Disclaimer: These are my personal notes on this paper. I am in no way related to this paper. All credits go towards the authors.

Exposing Deep Fakes Using Inconsistent Head Poses

Nov. 13, 2018 - Paper Link - Tags: Deepfake, Detection, SVM

Summary

Analysis

Used area under ROC (AUROC) as the performance evaluation metric. Generally not used.
Used a very small dataset. Used the UADFV deepfake dataset consisting of 49 real and 49 deepfake videos (corresponding) with an average length of 11.14 seconds.

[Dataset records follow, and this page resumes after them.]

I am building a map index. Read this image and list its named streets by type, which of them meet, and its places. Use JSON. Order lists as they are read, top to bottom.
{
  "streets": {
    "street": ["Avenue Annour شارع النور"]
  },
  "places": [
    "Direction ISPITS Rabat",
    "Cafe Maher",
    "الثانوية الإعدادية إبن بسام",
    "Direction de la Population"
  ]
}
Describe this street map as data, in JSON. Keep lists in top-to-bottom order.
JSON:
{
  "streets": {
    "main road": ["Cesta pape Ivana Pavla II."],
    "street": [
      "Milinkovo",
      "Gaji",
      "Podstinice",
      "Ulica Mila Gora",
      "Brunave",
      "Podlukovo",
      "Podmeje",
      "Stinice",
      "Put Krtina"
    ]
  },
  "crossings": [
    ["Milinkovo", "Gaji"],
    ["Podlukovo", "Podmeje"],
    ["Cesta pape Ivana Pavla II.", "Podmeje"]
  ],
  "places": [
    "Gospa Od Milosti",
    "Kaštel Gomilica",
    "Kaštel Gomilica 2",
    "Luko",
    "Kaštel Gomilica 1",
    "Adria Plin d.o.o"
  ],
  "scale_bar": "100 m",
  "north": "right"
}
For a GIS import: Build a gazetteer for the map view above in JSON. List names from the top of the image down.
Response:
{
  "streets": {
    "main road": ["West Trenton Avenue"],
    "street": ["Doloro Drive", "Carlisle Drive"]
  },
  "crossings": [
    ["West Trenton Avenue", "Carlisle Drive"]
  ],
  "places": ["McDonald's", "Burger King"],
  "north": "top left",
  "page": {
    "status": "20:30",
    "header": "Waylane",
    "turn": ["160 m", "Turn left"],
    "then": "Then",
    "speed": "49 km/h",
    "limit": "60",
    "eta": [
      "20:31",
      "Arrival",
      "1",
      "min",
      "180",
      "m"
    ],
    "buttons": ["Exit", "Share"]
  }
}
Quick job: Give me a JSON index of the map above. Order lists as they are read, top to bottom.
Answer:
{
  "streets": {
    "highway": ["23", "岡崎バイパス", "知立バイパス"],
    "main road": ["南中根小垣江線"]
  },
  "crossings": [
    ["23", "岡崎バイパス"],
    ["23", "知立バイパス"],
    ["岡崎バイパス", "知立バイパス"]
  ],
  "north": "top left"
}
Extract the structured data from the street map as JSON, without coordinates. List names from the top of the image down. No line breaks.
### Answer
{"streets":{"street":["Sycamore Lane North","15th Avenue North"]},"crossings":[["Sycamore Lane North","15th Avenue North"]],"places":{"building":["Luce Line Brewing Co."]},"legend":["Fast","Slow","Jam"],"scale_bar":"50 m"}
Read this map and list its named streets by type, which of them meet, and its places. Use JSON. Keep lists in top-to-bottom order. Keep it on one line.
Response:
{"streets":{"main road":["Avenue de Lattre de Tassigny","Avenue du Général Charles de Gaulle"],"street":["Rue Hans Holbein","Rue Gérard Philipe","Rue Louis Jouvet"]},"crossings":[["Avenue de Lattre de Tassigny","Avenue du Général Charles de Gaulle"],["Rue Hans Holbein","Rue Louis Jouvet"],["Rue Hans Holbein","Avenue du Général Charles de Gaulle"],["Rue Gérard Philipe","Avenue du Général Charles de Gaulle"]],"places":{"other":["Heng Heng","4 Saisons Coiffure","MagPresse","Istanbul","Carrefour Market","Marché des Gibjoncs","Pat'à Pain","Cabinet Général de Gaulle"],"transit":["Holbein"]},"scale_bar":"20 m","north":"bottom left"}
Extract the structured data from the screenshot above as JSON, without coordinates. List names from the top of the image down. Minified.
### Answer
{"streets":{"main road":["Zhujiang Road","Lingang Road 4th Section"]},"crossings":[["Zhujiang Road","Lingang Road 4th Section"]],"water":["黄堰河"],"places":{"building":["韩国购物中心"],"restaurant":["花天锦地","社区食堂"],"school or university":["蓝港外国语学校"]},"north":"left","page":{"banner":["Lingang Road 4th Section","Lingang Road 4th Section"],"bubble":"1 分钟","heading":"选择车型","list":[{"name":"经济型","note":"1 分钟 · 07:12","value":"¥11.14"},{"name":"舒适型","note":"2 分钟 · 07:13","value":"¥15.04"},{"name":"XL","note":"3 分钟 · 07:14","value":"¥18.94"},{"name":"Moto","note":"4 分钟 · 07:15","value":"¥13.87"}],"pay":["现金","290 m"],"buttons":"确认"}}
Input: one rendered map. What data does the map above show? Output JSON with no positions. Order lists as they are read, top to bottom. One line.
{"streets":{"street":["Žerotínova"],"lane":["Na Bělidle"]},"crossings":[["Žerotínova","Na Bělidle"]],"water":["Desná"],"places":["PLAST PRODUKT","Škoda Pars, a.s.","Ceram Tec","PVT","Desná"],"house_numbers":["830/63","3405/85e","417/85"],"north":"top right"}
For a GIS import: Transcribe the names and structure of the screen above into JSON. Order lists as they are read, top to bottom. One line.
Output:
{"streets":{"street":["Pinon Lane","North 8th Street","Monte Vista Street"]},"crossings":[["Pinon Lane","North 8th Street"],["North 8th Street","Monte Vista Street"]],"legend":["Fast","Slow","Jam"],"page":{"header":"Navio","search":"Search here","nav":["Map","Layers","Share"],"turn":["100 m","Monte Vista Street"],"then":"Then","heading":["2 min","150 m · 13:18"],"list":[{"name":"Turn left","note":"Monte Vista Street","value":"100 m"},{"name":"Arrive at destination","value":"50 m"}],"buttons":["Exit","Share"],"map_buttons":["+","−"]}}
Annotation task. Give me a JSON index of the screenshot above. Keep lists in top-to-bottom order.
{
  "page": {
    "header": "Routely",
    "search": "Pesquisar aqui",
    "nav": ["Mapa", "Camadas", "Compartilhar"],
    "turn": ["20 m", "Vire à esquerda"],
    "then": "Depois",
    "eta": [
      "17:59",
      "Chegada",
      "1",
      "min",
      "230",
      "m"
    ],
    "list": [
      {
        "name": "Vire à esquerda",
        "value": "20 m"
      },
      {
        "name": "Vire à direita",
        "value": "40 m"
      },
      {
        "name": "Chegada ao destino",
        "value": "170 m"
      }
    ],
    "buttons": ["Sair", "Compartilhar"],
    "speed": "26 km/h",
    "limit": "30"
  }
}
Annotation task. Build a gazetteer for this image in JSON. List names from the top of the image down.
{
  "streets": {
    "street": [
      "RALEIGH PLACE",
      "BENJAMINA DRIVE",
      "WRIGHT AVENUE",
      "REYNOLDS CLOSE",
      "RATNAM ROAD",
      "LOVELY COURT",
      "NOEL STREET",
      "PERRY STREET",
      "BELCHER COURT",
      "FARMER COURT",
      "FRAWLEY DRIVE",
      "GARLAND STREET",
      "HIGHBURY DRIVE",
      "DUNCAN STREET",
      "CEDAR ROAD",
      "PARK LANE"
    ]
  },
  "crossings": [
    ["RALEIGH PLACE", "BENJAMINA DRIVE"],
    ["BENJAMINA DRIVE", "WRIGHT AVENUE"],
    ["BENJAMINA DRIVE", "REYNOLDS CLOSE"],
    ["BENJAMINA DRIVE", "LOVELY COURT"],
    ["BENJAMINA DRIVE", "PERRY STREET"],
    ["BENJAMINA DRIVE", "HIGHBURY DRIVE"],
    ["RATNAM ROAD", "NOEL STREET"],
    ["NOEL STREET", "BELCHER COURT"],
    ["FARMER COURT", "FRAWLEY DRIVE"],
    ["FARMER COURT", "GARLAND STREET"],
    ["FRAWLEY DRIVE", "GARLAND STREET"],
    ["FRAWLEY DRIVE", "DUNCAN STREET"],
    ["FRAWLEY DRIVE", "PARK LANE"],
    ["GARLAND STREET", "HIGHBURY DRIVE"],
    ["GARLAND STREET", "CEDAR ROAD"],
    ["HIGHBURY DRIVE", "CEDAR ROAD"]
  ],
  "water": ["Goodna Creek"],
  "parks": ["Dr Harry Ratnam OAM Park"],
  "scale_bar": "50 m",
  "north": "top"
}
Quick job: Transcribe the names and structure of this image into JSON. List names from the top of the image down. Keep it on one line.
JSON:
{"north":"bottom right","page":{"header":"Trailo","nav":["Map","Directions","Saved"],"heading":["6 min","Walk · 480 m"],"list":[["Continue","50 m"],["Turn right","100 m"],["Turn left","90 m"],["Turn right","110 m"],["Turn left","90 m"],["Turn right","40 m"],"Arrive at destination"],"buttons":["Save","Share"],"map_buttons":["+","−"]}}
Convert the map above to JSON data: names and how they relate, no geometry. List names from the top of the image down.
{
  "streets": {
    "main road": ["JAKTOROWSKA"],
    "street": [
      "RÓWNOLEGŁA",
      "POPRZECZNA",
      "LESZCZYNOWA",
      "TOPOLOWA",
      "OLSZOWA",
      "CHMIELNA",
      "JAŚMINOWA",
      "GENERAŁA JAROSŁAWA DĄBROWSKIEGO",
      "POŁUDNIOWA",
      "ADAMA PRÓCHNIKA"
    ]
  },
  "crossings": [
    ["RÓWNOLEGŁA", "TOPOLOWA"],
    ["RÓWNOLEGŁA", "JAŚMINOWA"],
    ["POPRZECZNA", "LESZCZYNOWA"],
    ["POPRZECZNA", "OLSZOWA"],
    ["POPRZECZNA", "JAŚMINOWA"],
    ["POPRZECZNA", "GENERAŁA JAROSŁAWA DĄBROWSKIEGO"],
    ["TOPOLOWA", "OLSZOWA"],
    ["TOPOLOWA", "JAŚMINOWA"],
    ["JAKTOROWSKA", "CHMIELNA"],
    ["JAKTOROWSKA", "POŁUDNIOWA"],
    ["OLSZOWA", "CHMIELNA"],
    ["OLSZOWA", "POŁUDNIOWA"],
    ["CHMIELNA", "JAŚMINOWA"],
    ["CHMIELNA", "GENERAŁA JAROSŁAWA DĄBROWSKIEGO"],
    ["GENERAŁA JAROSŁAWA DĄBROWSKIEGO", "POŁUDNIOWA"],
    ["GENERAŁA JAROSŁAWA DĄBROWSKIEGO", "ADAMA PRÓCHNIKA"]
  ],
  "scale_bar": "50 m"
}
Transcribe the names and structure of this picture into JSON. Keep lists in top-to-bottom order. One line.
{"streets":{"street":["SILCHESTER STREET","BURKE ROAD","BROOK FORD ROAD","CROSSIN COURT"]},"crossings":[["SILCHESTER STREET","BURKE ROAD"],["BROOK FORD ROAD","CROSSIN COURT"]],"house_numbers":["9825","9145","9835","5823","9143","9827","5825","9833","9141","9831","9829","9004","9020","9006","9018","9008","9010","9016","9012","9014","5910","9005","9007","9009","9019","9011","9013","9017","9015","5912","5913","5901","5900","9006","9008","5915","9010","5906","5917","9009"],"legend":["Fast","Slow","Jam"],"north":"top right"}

Second dataset was the DARPA MediFor GAN Image/Vieo Challenge dataset, consisting of 241 real images and 252 deepfake images
Blurry photos decreased the AUROC value (attack vector?)

Notes

Used the difference between the head position and facial feature position to determine if a video was a deepfake or not.
Figure 1 gives a good overview of their reasoning. When a deepfake is made, the fake face is imposed on the center of the target, without regards to the face boundary. Due to this, the direction the eyes/nose/mouth face may be different than the direction the overall face faces.
Used the cosine distance between unit vectors to measure difference in head position and face position.
Used a SVM for classification of the normalized cosine distance features vectors
Table 1 and Figure 4 shows the results. Per frame classification is meh (max 0.890). Per video is pretty good (max 0.974).

Interesting References

Previous work focused on artifacts or inconsistencies in the video, ex, a lack of realistic eye blinking or mismatched color profiles.

Citation: Yang, Xin, Yuezun Li, and Siwei Lyu. "Exposing deep fakes using inconsistent head poses." ICASSP 2019-2019 IEEE International Conference on Acoustics, Speech and Signal Processing (ICASSP). IEEE, 2019.